What needs to be done » The line containing "Find all text" marks the end: write out exactly every line from the first line of the data below through that line, and only those.

Dataset entries »
*** Begin section ***

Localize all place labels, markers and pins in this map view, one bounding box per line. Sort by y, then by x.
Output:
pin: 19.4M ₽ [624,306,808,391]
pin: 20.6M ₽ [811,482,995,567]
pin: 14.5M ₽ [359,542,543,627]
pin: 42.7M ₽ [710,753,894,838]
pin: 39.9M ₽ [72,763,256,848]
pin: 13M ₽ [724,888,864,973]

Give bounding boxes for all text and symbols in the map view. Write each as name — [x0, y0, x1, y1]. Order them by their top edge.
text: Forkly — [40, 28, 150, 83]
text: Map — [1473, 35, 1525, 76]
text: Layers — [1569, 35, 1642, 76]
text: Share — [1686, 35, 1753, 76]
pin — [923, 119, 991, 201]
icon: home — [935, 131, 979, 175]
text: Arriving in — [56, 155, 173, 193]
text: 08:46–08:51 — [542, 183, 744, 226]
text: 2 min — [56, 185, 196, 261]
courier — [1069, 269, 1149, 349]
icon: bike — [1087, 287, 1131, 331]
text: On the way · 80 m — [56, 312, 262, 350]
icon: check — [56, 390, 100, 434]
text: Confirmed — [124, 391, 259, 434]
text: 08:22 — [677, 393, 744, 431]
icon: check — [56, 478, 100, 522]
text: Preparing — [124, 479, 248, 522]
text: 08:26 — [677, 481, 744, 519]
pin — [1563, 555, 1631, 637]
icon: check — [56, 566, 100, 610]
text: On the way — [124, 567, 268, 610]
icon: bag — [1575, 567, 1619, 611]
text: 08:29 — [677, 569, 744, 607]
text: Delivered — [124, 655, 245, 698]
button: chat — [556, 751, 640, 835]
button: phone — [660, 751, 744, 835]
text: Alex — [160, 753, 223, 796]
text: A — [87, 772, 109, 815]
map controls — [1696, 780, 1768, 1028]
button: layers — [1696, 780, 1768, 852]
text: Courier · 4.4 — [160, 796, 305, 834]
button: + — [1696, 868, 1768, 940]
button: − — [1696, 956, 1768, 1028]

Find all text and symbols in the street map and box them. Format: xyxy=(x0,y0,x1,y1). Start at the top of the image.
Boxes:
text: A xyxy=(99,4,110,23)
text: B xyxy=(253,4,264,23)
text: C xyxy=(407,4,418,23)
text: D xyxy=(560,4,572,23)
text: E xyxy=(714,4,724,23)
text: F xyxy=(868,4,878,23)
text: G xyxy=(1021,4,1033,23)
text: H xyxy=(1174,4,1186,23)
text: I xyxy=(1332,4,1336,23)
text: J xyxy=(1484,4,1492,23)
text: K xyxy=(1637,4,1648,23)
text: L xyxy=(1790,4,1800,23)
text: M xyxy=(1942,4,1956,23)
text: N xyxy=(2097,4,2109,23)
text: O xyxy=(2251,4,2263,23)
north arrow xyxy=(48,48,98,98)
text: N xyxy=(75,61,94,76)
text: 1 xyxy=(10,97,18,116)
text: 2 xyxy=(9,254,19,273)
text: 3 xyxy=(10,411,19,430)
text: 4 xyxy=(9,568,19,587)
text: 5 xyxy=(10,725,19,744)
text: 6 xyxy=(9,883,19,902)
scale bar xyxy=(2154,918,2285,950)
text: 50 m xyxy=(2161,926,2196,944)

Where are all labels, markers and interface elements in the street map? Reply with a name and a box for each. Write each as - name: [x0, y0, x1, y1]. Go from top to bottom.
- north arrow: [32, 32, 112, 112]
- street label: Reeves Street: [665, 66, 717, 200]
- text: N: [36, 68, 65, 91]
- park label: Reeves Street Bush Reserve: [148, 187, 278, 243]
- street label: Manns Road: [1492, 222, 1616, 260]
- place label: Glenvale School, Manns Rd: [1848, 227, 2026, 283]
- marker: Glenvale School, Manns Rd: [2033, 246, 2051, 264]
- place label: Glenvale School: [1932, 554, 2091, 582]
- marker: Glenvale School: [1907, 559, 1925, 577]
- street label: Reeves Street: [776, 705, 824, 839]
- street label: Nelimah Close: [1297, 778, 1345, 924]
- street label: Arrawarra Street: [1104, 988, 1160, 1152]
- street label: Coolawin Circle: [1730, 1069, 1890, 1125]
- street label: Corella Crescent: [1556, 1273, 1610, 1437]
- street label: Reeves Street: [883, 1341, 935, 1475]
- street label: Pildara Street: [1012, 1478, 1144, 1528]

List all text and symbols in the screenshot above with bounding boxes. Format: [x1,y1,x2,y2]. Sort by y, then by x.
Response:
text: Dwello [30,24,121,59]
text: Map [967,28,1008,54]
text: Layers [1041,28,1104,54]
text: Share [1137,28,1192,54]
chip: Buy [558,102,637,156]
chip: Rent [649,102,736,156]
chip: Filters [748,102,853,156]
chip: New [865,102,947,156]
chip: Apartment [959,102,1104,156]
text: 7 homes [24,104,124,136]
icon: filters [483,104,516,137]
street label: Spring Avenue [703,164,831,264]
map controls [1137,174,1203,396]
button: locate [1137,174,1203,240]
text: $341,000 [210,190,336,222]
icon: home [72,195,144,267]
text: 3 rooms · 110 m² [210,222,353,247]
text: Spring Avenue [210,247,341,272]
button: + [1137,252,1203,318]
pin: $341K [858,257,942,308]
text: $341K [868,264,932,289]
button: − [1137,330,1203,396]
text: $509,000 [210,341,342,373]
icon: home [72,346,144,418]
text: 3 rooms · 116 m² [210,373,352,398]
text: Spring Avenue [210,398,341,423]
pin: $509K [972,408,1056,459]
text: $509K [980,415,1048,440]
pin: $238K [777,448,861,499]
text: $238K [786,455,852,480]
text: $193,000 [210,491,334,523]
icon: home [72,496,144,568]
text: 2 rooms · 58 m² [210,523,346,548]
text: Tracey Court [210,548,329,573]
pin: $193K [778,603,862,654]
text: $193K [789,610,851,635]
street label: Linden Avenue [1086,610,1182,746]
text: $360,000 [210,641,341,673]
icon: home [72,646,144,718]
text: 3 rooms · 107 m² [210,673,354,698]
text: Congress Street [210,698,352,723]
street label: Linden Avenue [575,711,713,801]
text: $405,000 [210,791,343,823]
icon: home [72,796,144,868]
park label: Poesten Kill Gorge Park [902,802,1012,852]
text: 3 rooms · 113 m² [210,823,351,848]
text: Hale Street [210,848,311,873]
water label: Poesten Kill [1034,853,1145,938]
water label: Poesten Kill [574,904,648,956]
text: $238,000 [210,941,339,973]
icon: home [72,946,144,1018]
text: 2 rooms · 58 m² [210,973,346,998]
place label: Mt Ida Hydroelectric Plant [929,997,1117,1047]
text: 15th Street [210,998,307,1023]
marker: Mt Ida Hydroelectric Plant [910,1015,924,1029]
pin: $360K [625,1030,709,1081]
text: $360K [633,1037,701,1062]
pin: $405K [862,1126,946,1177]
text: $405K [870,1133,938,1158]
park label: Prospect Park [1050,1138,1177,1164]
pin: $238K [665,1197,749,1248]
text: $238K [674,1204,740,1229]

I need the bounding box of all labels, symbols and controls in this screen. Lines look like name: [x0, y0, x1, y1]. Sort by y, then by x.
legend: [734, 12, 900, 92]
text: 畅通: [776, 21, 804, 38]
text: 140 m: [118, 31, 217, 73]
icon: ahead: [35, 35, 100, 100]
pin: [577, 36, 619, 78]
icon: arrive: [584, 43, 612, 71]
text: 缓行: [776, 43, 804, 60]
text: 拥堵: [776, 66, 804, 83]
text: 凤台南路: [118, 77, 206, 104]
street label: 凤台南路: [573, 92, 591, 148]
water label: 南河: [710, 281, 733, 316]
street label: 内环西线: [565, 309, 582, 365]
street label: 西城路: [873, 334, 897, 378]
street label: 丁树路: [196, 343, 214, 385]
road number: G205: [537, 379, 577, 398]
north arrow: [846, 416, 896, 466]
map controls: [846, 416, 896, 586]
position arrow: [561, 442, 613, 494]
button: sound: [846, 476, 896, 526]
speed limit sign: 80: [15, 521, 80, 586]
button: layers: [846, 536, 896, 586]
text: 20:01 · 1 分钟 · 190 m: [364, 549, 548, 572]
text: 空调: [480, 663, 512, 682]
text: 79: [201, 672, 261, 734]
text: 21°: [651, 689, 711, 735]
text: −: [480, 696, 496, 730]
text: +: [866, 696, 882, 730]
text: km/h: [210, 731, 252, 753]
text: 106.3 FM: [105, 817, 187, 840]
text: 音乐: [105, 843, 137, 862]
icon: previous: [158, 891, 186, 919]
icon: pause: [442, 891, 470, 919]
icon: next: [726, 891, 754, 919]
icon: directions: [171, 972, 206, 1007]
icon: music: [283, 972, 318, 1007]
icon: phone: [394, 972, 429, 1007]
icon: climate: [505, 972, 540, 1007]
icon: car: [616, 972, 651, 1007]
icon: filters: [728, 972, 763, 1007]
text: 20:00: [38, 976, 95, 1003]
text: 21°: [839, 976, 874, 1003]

*** End section ***

Solution »
Localize all place labels, markers and pins in this map view, one bounding box per line. Sort by y, then by x.
Output:
pin: 19.4M ₽ [624,306,808,391]
pin: 20.6M ₽ [811,482,995,567]
pin: 14.5M ₽ [359,542,543,627]
pin: 42.7M ₽ [710,753,894,838]
pin: 39.9M ₽ [72,763,256,848]
pin: 13M ₽ [724,888,864,973]

Give bounding boxes for all text and symbols in the map view. Write each as name — [x0, y0, x1, y1]. Order them by their top edge.
text: Forkly — [40, 28, 150, 83]
text: Map — [1473, 35, 1525, 76]
text: Layers — [1569, 35, 1642, 76]
text: Share — [1686, 35, 1753, 76]
pin — [923, 119, 991, 201]
icon: home — [935, 131, 979, 175]
text: Arriving in — [56, 155, 173, 193]
text: 08:46–08:51 — [542, 183, 744, 226]
text: 2 min — [56, 185, 196, 261]
courier — [1069, 269, 1149, 349]
icon: bike — [1087, 287, 1131, 331]
text: On the way · 80 m — [56, 312, 262, 350]
icon: check — [56, 390, 100, 434]
text: Confirmed — [124, 391, 259, 434]
text: 08:22 — [677, 393, 744, 431]
icon: check — [56, 478, 100, 522]
text: Preparing — [124, 479, 248, 522]
text: 08:26 — [677, 481, 744, 519]
pin — [1563, 555, 1631, 637]
icon: check — [56, 566, 100, 610]
text: On the way — [124, 567, 268, 610]
icon: bag — [1575, 567, 1619, 611]
text: 08:29 — [677, 569, 744, 607]
text: Delivered — [124, 655, 245, 698]
button: chat — [556, 751, 640, 835]
button: phone — [660, 751, 744, 835]
text: Alex — [160, 753, 223, 796]
text: A — [87, 772, 109, 815]
map controls — [1696, 780, 1768, 1028]
button: layers — [1696, 780, 1768, 852]
text: Courier · 4.4 — [160, 796, 305, 834]
button: + — [1696, 868, 1768, 940]
button: − — [1696, 956, 1768, 1028]

Find all text and symbols in the street map and box them. Format: xyxy=(x0,y0,x1,y1). Start at the top of the image.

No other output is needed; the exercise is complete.